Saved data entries
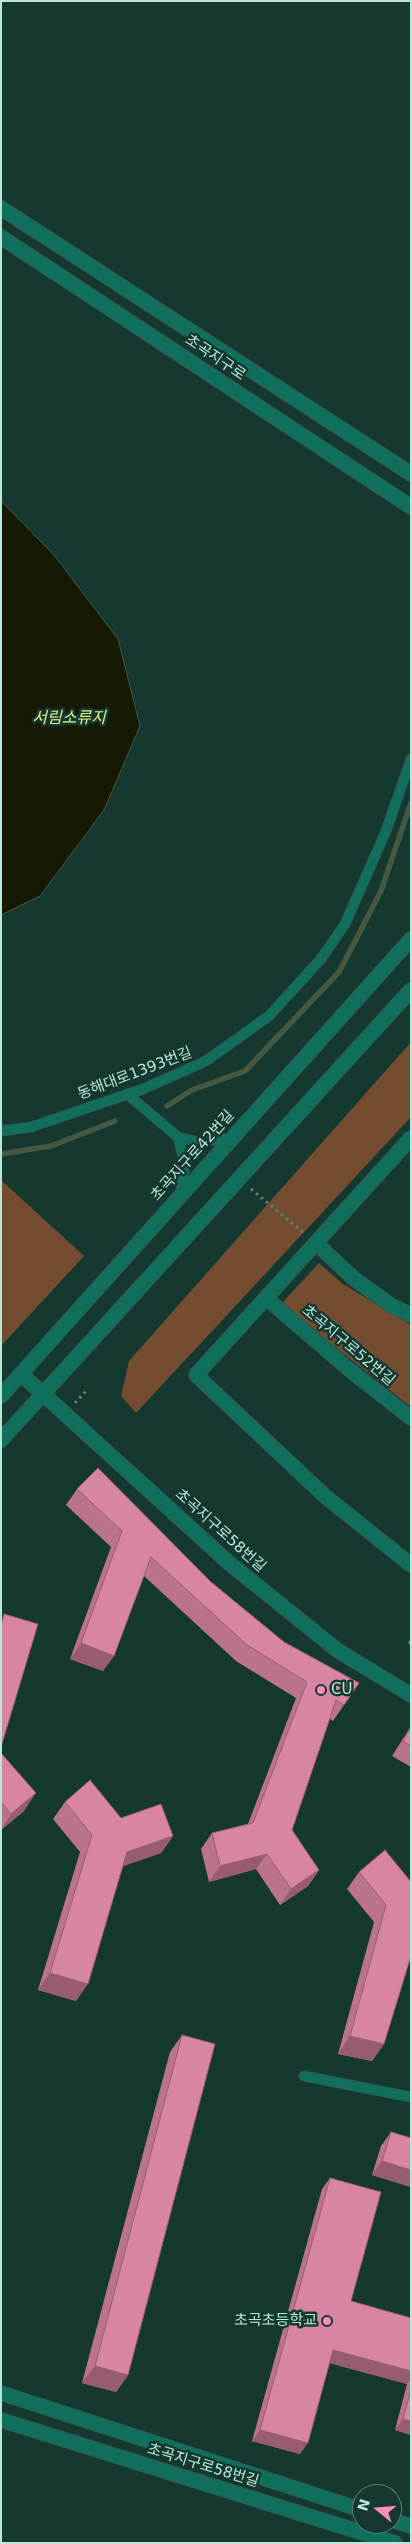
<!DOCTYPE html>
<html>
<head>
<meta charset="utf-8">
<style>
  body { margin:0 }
  #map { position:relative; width:412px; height:2544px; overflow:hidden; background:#153830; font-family:"DejaVu Sans",sans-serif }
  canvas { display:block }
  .frame { position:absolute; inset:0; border:2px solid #b6e7d9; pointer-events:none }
  .north { position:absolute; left:352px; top:2484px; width:50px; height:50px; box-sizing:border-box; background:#153830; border:1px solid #557e74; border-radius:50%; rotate:287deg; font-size:14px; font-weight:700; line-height:20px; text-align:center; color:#b6e7d9 }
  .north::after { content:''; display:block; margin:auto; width:18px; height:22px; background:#fe8ebb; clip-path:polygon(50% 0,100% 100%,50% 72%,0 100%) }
</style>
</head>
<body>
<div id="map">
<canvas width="412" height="2544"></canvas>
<div class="frame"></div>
<div class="north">N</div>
</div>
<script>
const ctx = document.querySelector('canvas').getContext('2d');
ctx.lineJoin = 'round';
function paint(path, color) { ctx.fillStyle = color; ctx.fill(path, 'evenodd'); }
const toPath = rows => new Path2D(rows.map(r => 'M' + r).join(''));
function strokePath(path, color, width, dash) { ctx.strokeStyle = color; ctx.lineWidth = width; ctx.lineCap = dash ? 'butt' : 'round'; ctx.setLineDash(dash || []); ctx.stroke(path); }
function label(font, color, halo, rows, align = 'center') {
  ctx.font = font + ' "DejaVu Sans","Noto Sans KR",sans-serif'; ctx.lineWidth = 5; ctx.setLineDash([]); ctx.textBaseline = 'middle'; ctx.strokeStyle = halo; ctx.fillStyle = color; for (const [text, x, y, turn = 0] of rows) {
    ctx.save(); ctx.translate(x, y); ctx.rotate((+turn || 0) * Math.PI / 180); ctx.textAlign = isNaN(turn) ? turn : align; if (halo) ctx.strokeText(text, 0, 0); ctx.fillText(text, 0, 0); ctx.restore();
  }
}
const green = toPath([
  [411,1042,411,1117,136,1413,121,1396,129,1361],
  [1,1180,84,1256,1,1346],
  [319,1263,343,1284,411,1325,411,1407,281,1304]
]);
const water = toPath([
  [1,501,54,555,118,639,140,726,104,810,40,896,1,915,1,501]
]);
const stream = toPath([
  [167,1106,192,1090,245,1071,339,972,381,891,411,803],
  [1,1154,51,1146,115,1121]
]);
const path = toPath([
  [251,1189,304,1233],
  [75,1403,86,1391]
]);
const service = toPath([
  [127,1094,178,1137,198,1142,232,1138],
  [1,1131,31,1127,143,1089,206,1061,269,1016,321,959,345,924,386,831,411,759],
  [178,1137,185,1164,180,1195],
  [304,2076,411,2097]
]);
const minor = toPath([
  [411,1138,196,1375,326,1497,411,1565],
  [316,1243,353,1278,392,1306,411,1315],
  [266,1298,351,1371,411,1418]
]);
const tertiary = toPath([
  [1,208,411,474],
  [1,237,411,507],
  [21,1374,229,1563,337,1650,411,1695],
  [1,1396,411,939],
  [1,1440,411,990],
  [1,2393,362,2510],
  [1,2420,395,2543],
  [392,2520,411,2526]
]);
const wall = toPath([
  [77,1489,211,1582,284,1642,359,1683,333,1721,330,1719,292,1830,319,1870,308,1886,280,1905,256,1869,209,1882,201,1849,212,1833,248,1824,296,1698,236,1661,144,1576,103,1671,70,1659,111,1547,66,1505],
  [411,1638,411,1645,408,1643],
  [411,1726,411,1767,392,1756],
  [1,1753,24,1811,1,1830],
  [65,1802,121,1818,173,1836,161,1853,123,1866,76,2001,38,1990,80,1852,53,1819],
  [359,1872,411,1882,384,2044,372,2061,338,2054,374,1922,347,1889],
  [182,2035,128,2375,116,2392,82,2383,170,2052],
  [391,2132,411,2138,411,2187,372,2175,381,2146],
  [330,2178,351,2301,411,2318,411,2435,395,2430,407,2384,330,2363,300,2454,252,2441,322,2189]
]);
const shadedWall = toPath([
  [81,1643,114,1656,103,1671,70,1659],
  [36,1793,24,1811,1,1830,11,1814],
  [173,1836,161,1853,115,1869,127,1852],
  [267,1854,256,1869,209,1882,220,1866],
  [319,1870,308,1886,280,1905,291,1889],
  [50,1973,88,1984,76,2001,38,1990],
  [350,2036,384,2044,372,2061,338,2054],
  [382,2161,411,2170,411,2187,372,2175],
  [333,2350,411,2371,411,2379,407,2384,325,2362],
  [95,2366,128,2375,116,2392,82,2383],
  [403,2419,411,2421,411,2435,395,2430],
  [260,2430,308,2443,300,2454,252,2441]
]);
const building = toPath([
  [98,1468,211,1582,284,1642,359,1683,344,1705,336,1700,292,1830,319,1870,291,1889,267,1854,220,1866,212,1833,253,1823,307,1682,247,1645,151,1557,114,1656,81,1643,122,1531,77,1489,98,1468],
  [4,1614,38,1624,1,1747,1,1625,4,1614],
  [411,1727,411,1746,403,1741,411,1727],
  [1,1753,36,1793,11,1814,1,1802,1,1753],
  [90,1780,121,1818,161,1804,173,1836,127,1852,88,1984,50,1973,92,1835,65,1802,90,1780],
  [385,1850,411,1882,411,1956,384,2044,350,2036,386,1905,359,1872,385,1850],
  [182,2035,215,2044,128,2375,95,2366,182,2035],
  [391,2132,411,2138,411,2170,382,2161,391,2132],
  [330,2178,381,2192,351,2301,411,2318,411,2371,333,2350,308,2443,260,2430,330,2178],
  [411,2390,411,2421,403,2419,411,2390]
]);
const markers = [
  [321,1690,5,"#fe8ebb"],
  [327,2321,5,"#fe8ebb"]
];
const streetNames = [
  ["초곡지구로",215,358,34],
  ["동해대로1393번길",135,1074,-21],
  ["초곡지구로42번길",193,1156,-48],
  ["초곡지구로52번길",348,1346,40],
  ["초곡지구로58번길",220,1531,42],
  ["초곡지구로58번길",203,2466,17]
];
const poiNames = [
  ["CU",331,1690],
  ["초곡초등학교",317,2321,"right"]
];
const waterNames = [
  ["서림소류지",69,719]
];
paint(green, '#744d31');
paint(water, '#171a02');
strokePath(water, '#475842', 1);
strokePath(stream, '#475842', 5.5);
strokePath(service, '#33574e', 11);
strokePath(minor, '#33574e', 16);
strokePath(tertiary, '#33574e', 16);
strokePath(path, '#598277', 3, [2.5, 4]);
strokePath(service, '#116f5d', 9);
strokePath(minor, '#116f5d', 14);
strokePath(tertiary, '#116f5d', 14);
paint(wall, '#ba728d');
paint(shadedWall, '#975c73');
paint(building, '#d884a4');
strokePath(building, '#975c73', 1);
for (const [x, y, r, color] of markers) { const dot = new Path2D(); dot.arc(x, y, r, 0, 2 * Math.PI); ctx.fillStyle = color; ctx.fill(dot); strokePath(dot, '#153830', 2); }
label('15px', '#b6e7d9', '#153830', streetNames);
label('15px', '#b6e7d9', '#153830', poiNames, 'left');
label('italic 16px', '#e0ef7d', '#153830', waterNames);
</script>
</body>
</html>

* **Work to be completed**: Spot every line in the entries that includes the word "halo", and copy each one out.

* **Written answer**:
function label(font, color, halo, rows, align = 'center') {
  ctx.font = font + ' "DejaVu Sans","Noto Sans KR",sans-serif'; ctx.lineWidth = 5; ctx.setLineDash([]); ctx.textBaseline = 'middle'; ctx.strokeStyle = halo; ctx.fillStyle = color; for (const [text, x, y, turn = 0] of rows) {
    ctx.save(); ctx.translate(x, y); ctx.rotate((+turn || 0) * Math.PI / 180); ctx.textAlign = isNaN(turn) ? turn : align; if (halo) ctx.strokeText(text, 0, 0); ctx.fillText(text, 0, 0); ctx.restore();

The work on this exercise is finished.